Peter A van Dam 1 2Yannick Verhoeven 3 4Xuan B Trinh 3 4

Adv Exp Med Biol doi: 10.1007/978-3-030-50224-9_3.

Abstract

RANK ligand (RANKL) is a member of the tumor necrosis factor alpha superfamily of cytokines. It is the only known ligand binding to a membrane receptor named receptor activator of nuclear factor-kappa B (RANK), thereby triggering recruitment of TNF receptor-associated factor (TRAF) adaptor proteins and activation of downstream pathways.

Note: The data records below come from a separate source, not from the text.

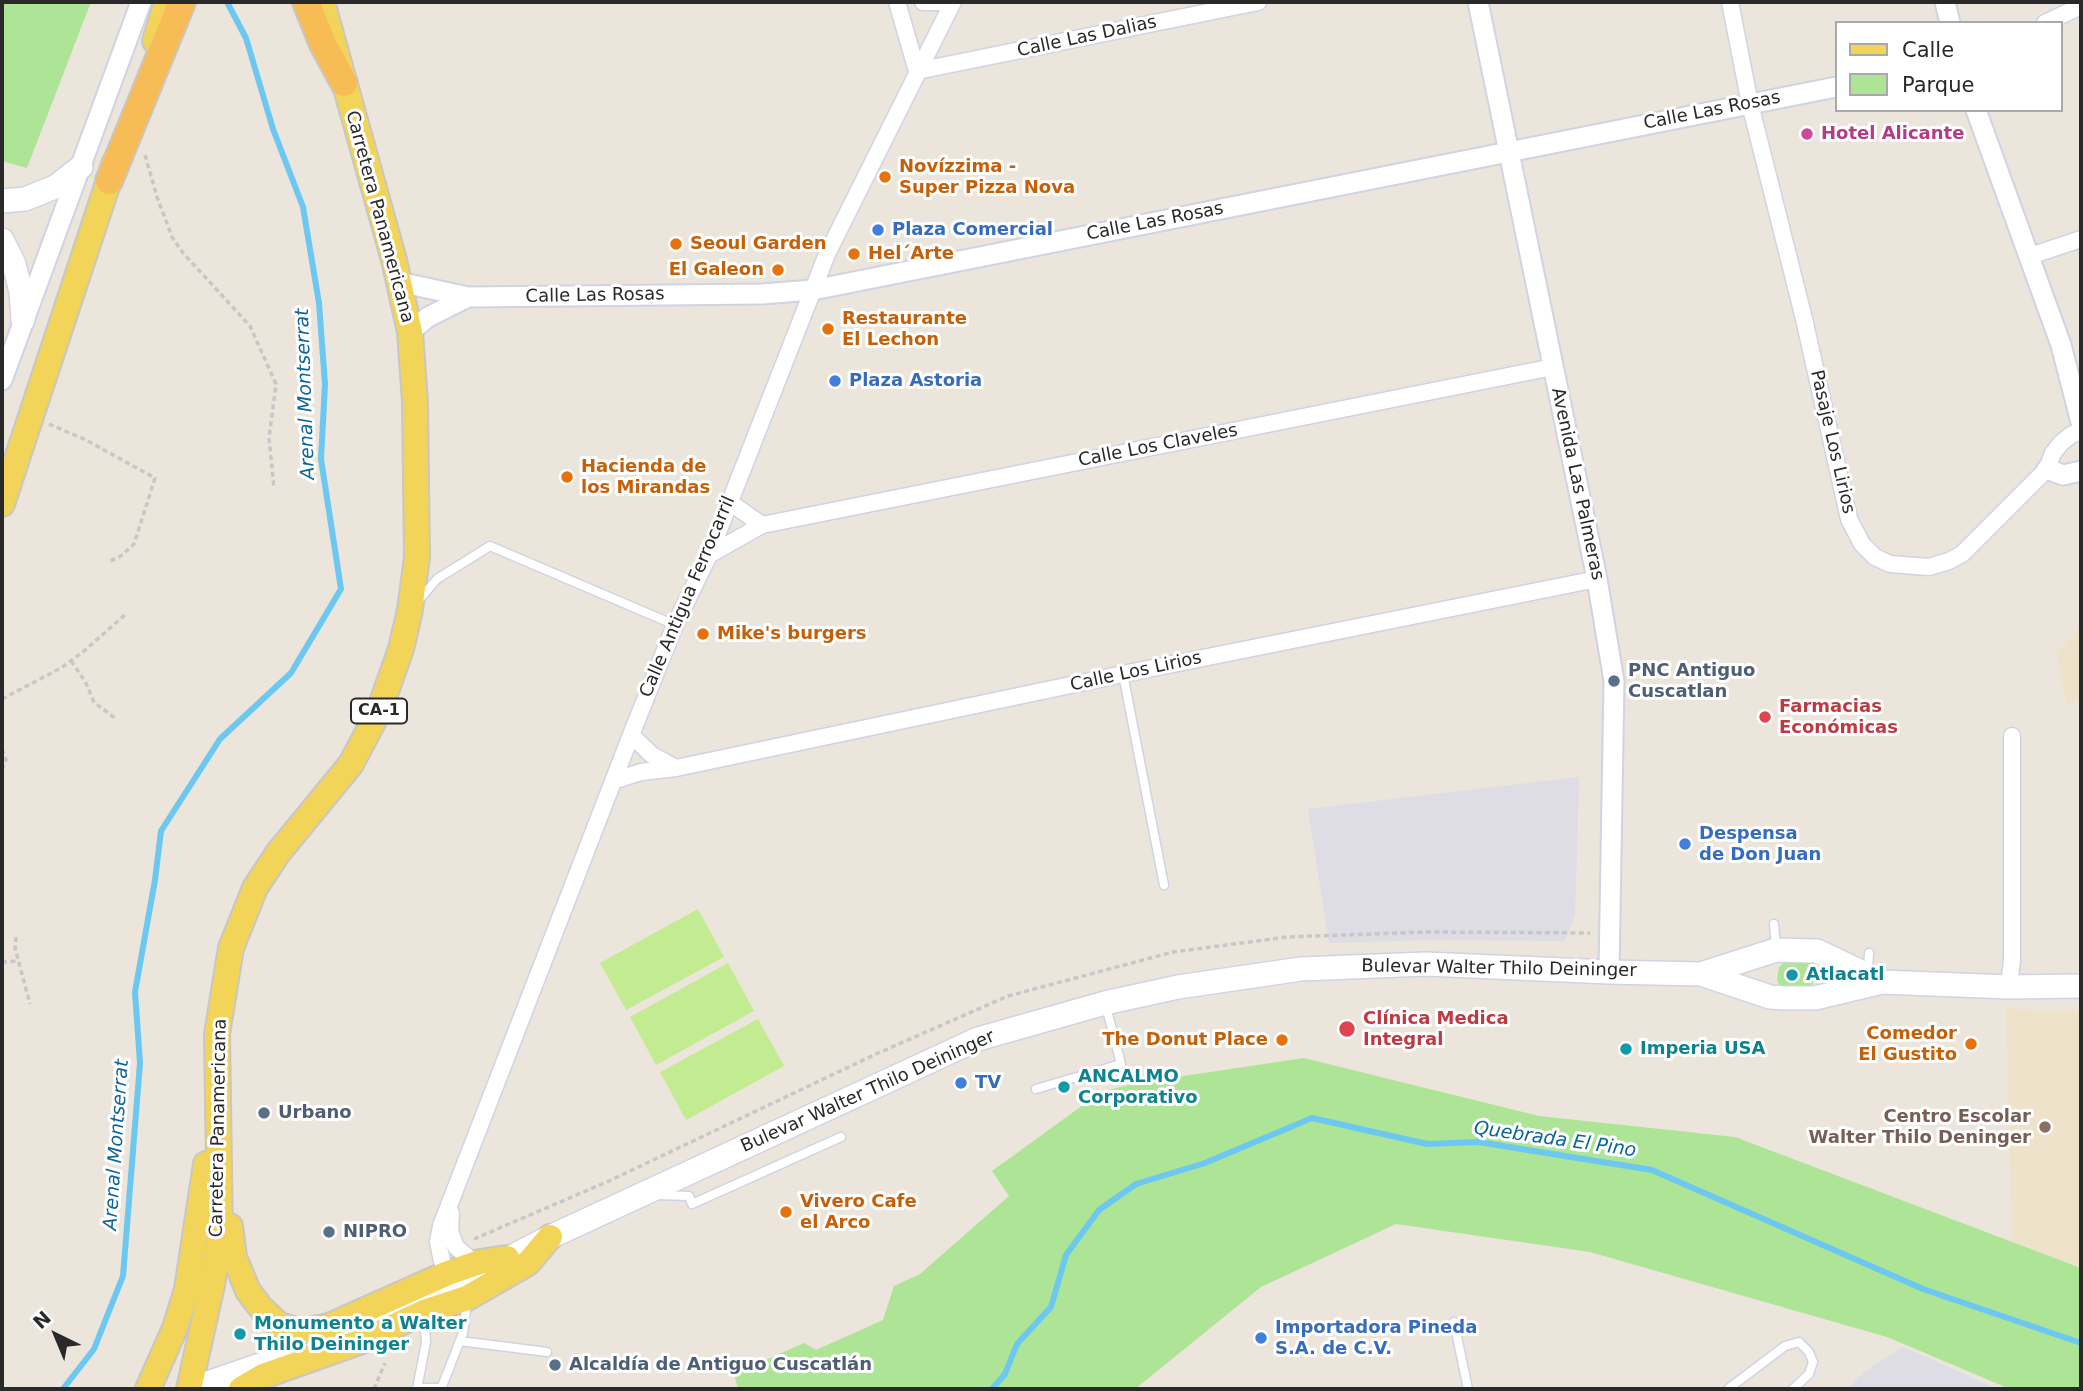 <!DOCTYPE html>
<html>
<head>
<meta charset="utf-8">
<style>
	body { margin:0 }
	#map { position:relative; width:2083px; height:1391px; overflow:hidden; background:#ece5db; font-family:"DejaVu Sans",sans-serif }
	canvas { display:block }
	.frame { position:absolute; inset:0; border:4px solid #292929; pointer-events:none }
	.legend { position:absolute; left:1835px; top:21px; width:228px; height:91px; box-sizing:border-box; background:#fff; border:2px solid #a9a9a9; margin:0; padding:9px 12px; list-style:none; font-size:21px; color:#292929 }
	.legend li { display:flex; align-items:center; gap:14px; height:35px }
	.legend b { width:35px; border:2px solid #a9a9a9 }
	.north { position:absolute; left:21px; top:1300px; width:70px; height:70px; -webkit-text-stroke:5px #fff; paint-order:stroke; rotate:317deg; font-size:19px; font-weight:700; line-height:28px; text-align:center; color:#292929 }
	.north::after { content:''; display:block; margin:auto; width:24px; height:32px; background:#292929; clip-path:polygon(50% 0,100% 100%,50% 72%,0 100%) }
</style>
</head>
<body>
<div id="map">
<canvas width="2083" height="1391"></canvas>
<div class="frame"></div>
<ul class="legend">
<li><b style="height:9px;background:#f2d459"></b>Calle</li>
<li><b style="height:19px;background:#aee496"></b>Parque</li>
</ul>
<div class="north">N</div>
</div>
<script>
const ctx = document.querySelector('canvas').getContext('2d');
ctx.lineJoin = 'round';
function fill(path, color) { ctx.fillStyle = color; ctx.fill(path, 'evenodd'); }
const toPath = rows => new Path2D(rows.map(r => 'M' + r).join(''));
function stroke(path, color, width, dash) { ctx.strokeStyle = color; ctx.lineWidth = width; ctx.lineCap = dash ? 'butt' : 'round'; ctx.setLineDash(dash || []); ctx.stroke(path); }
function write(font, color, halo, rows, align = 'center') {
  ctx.font = font + ' "DejaVu Sans",sans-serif'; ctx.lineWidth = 6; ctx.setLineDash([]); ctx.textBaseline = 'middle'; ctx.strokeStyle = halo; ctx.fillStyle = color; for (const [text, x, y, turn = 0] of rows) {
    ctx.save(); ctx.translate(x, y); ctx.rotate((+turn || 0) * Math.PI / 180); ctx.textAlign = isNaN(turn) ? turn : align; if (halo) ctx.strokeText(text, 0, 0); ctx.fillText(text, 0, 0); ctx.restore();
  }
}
fill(toPath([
	[1579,777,1575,915,1565,941,1430,940,1329,943,1308,809],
	[1903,1347,1998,1389,1847,1389,1867,1370]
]), '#dedce4');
fill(toPath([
	[2081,627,2081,700,2067,704,2056,653],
	[2006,1008,2038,1011,2081,1010,2081,1268,2012,1242]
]), '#eee3ca');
fill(toPath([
	[2,2,91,2,27,168,2,161],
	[1788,958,1807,959,1811,963,1816,975,1811,987,1783,990,1779,985,1777,979,1779,967],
	[1304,1058,1539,1116,1735,1137,2081,1268,2081,1389,2010,1389,1887,1337,1590,1252,1396,1224,1261,1287,1135,1389,738,1389,734,1374,804,1343,816,1350,883,1320,894,1286,920,1274,1009,1196,992,1171,1101,1092,1136,1083]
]), '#aee496');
fill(toPath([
	[698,909,724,957,626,1010,600,963],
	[728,963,754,1011,656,1065,630,1017],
	[758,1019,784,1066,686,1120,660,1072]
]), '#c2eb92');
stroke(toPath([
	[63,1389,94,1349,123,1276,140,1063,135,992,155,880,161,831,220,739,291,673,341,589,321,459,325,384,319,303,303,207,273,129,246,38,227,2],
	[992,1389,1005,1374,1017,1344,1051,1307,1066,1255,1099,1210,1136,1184,1205,1163,1312,1118,1427,1144,1478,1142,1652,1170,1923,1289,2081,1343]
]), '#6cc8f0', 6);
const service = toPath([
	[419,600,437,579,490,546,675,625],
	[1123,674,1164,885],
	[1774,924,1776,947],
	[1868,971,1869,953],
	[1036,1089,1121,1064,1106,1006],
	[657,1195,689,1196,692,1204,841,1137],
	[1454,1322,1468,1389],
	[460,1341,547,1352],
	[417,1388,441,1388],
	[417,1389,426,1342,424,1315],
	[441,1389,463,1333,467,1302],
	[1728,1389,1785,1346,1799,1342,1809,1352,1813,1362,1809,1374,1793,1389]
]);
const minor = toPath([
	[897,2,917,71,1258,2],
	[923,2,944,2],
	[1730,2,1750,104,1804,319,1849,519,1862,544,1875,557,1890,564,1929,567,1949,561,1962,554,2047,469,2053,453,2061,443,2071,435,2081,431],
	[2045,23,2081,6],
	[2030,256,2081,239],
	[728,501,762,525],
	[709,555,762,525,1553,367],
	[631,735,652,755,676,768],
	[613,781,641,772,676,768,1123,674,1597,579],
	[2009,987,2012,960,2012,736],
	[451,1213,450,1231,456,1247,471,1260,480,1262],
	[451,1279,442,1261,438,1242,441,1226,631,735,675,625,709,555,827,254,953,2]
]);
const tertiary = toPath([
	[1478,2,1597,579,1614,681,1609,972],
	[1945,2,1950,23],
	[1976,110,2061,345,2081,422],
	[399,282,468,297,762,294,813,290,1836,87],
	[410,332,428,317,468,297],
	[2,380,141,2],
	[2047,469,2063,475,2081,471]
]);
const secondary = toPath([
	[2,201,25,199,55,187,81,167],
	[2,240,14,264,21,292,23,320],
	[1701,974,1770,997,1785,998,1815,998,1882,982,2009,987,2081,986],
	[319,1345,455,1286,550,1237,978,1039,1105,1003,1178,987,1301,969,1426,964,1609,972,1701,974,1776,950,1817,951,1882,982],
	[190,1389,283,1357]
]);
const primary = toPath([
	[155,41,167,2],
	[2,504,115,162],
	[230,1226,234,1257,248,1291,261,1308,279,1325,296,1330,310,1330,329,1326,448,1273,480,1262,507,1258],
	[148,1389,175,1328,187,1289,206,1164],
	[189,1389,212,1285,220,1235,217,1034,231,948,255,888,278,853,351,764,379,711,401,649,410,610,417,557,415,402,410,332,394,260,322,2],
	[241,1389,263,1376,362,1341,424,1312,467,1298,528,1263,550,1237]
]);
const trunk = toPath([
	[306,2,323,44,344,83],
	[109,181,182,2]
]);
stroke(service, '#d0d3e3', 11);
stroke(minor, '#d0d3e3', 19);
stroke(tertiary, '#d0d3e3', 23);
stroke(secondary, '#d0d3e3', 26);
stroke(primary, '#c7c7c7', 28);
stroke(trunk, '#c7c7c7', 30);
stroke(toPath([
	[145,155,157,197,172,237,183,253,250,326,276,384,269,438,274,488],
	[49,424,86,440,155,478,134,544,121,556,108,562],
	[71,661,85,681,94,702,116,719],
	[2,699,61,668,84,651,127,613],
	[2,749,6,760,2,769],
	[16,937,15,948,30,1004],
	[2,962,19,961],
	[474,1239,609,1181,876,1054,1008,996,1173,952,1287,937,1426,932,1590,933],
	[374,1389,385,1363]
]), '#c7c7c7', 3.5, [5, 3.5]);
stroke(service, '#fff', 8);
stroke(minor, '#fff', 16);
stroke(tertiary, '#fff', 19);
stroke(secondary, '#fff', 23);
stroke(primary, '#f2d459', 24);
stroke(trunk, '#f8bc56', 26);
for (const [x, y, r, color] of [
	[1807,134,7,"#d1479c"],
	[885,177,7,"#e8710a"],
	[878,230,7,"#3f7fe0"],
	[676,244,7,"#e8710a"],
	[854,254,7,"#e8710a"],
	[778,270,7,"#e8710a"],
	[828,329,7,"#e8710a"],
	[835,381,7,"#3f7fe0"],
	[567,477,7,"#e8710a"],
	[703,634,7,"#e8710a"],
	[1614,681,7,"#5c6f8a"],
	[1765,717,7,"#e0444e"],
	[1685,844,7,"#3f7fe0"],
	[1792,975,7,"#0f9aa8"],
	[1347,1029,9,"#e0444e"],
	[1282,1040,7,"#e8710a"],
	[1971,1044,7,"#e8710a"],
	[1626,1049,7,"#0f9aa8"],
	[961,1083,7,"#3f7fe0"],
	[1064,1087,7,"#0f9aa8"],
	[264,1113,7,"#5c6f8a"],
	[2045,1127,7,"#8d6e63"],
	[786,1212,7,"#e8710a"],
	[329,1232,7,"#5c6f8a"],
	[240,1334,7,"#0f9aa8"],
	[1261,1338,7,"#3f7fe0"],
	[555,1365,7,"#5c6f8a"]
]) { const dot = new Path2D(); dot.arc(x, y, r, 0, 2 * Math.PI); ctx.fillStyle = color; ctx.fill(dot); stroke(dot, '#fff', 2.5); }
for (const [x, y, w] of [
	[379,711,56]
]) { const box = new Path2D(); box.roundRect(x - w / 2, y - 12.5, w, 25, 5); ctx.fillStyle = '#fff'; ctx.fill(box); stroke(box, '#292929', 2); }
write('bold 16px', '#292929', null, [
	["CA-1",379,711]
]);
write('18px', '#292929', '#fff', [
	["Calle Las Dalias",1087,37,-12],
	["Calle Las Rosas",1712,111,-11],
	["Carretera Panamericana",379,217,75],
	["Calle Las Rosas",1155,222,-11],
	["Calle Las Rosas",595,296,-1],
	["Pasaje Los Lirios",1832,442,77],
	["Calle Los Claveles",1158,446,-11],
	["Avenida Las Palmeras",1577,484,78],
	["Calle Antigua Ferrocarril",688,597,-67],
	["Calle Los Lirios",1136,672,-12],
	["Bulevar Walter Thilo Deininger",1499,969,1],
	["Bulevar Walter Thilo Deininger",868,1092,-24],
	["Carretera Panamericana",219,1128,-89]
]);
write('bold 18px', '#b23c85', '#fff', [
	["Hotel Alicante",1821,134]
], 'left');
write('bold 18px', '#c56008', '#fff', [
	["Novízzima -",899,167],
	["Super Pizza Nova",899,188],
	["Seoul Garden",690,244],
	["Hel´Arte",868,254],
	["El Galeon",764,270,"right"],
	["Restaurante",842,319],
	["El Lechon",842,340],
	["Hacienda de",581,467],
	["los Mirandas",581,488],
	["Mike's burgers",717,634],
	["Comedor",1957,1034,"right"],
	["El Gustito",1957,1055,"right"],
	["The Donut Place",1268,1040,"right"],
	["Vivero Cafe",800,1202],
	["el Arco",800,1223]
], 'left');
write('bold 18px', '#366cbe', '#fff', [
	["Plaza Comercial",892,230],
	["Plaza Astoria",849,381],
	["Despensa",1699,834],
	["de Don Juan",1699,855],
	["TV",975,1083],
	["Importadora Pineda",1275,1328],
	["S.A. de C.V.",1275,1349]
], 'left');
write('bold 18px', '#4e5e75', '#fff', [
	["PNC Antiguo",1628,671],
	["Cuscatlan",1628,692],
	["Urbano",278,1113],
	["NIPRO",343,1232],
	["Alcaldía de Antiguo Cuscatlán",569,1365]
], 'left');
write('bold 18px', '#be3a42', '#fff', [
	["Farmacias",1779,707],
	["Económicas",1779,728],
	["Clínica Medica",1363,1019],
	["Integral",1363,1040]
], 'left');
write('bold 18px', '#0d838f', '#fff', [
	["Atlacatl",1806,975],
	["Imperia USA",1640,1049],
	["ANCALMO",1078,1077],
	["Corporativo",1078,1098],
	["Monumento a Walter",254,1324],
	["Thilo Deininger",254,1345]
], 'left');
write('bold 18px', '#785e54', '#fff', [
	["Centro Escolar",2031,1117],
	["Walter Thilo Deninger",2031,1138]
], 'right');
write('italic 19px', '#0b659c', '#fff', [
	["Arenal Montserrat",306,394,-92],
	["Quebrada El Pino",1555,1140,8],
	["Arenal Montserrat",117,1145,-86]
]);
</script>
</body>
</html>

RANK/RANKL signaling is controlled by a decoy receptor, osteoprotegerin (OPG), but also has additional more complex levels of regulation. It is crucial for the differentiation of bone-resorbing osteoclasts and is deregulated in disease processes such as osteoporosis and cancer bone metastasis. Cells expressing RANK and RANKL are commonly found in the tumor environment. In many tumor types, the RANK/RANKL pathway is overexpressed, and this is in most cases correlated with poor prognosis. RANK signaling plays an important role in the innate and adaptive immune response, generates regulatory T (Treg) cells, and increases the production of cytokines. It is also involved in chemo resistance in vitro. Recent evidence suggests that RANKL blockade improves the efficacy of anti-CTLA-4 antibodies against solid tumors and experimental metastasis. Therefore, there is increasing interest to use RANKL inhibition as an immunomodulatory strategy in an attempt to make immune-resistant tumor responsive to immune therapy.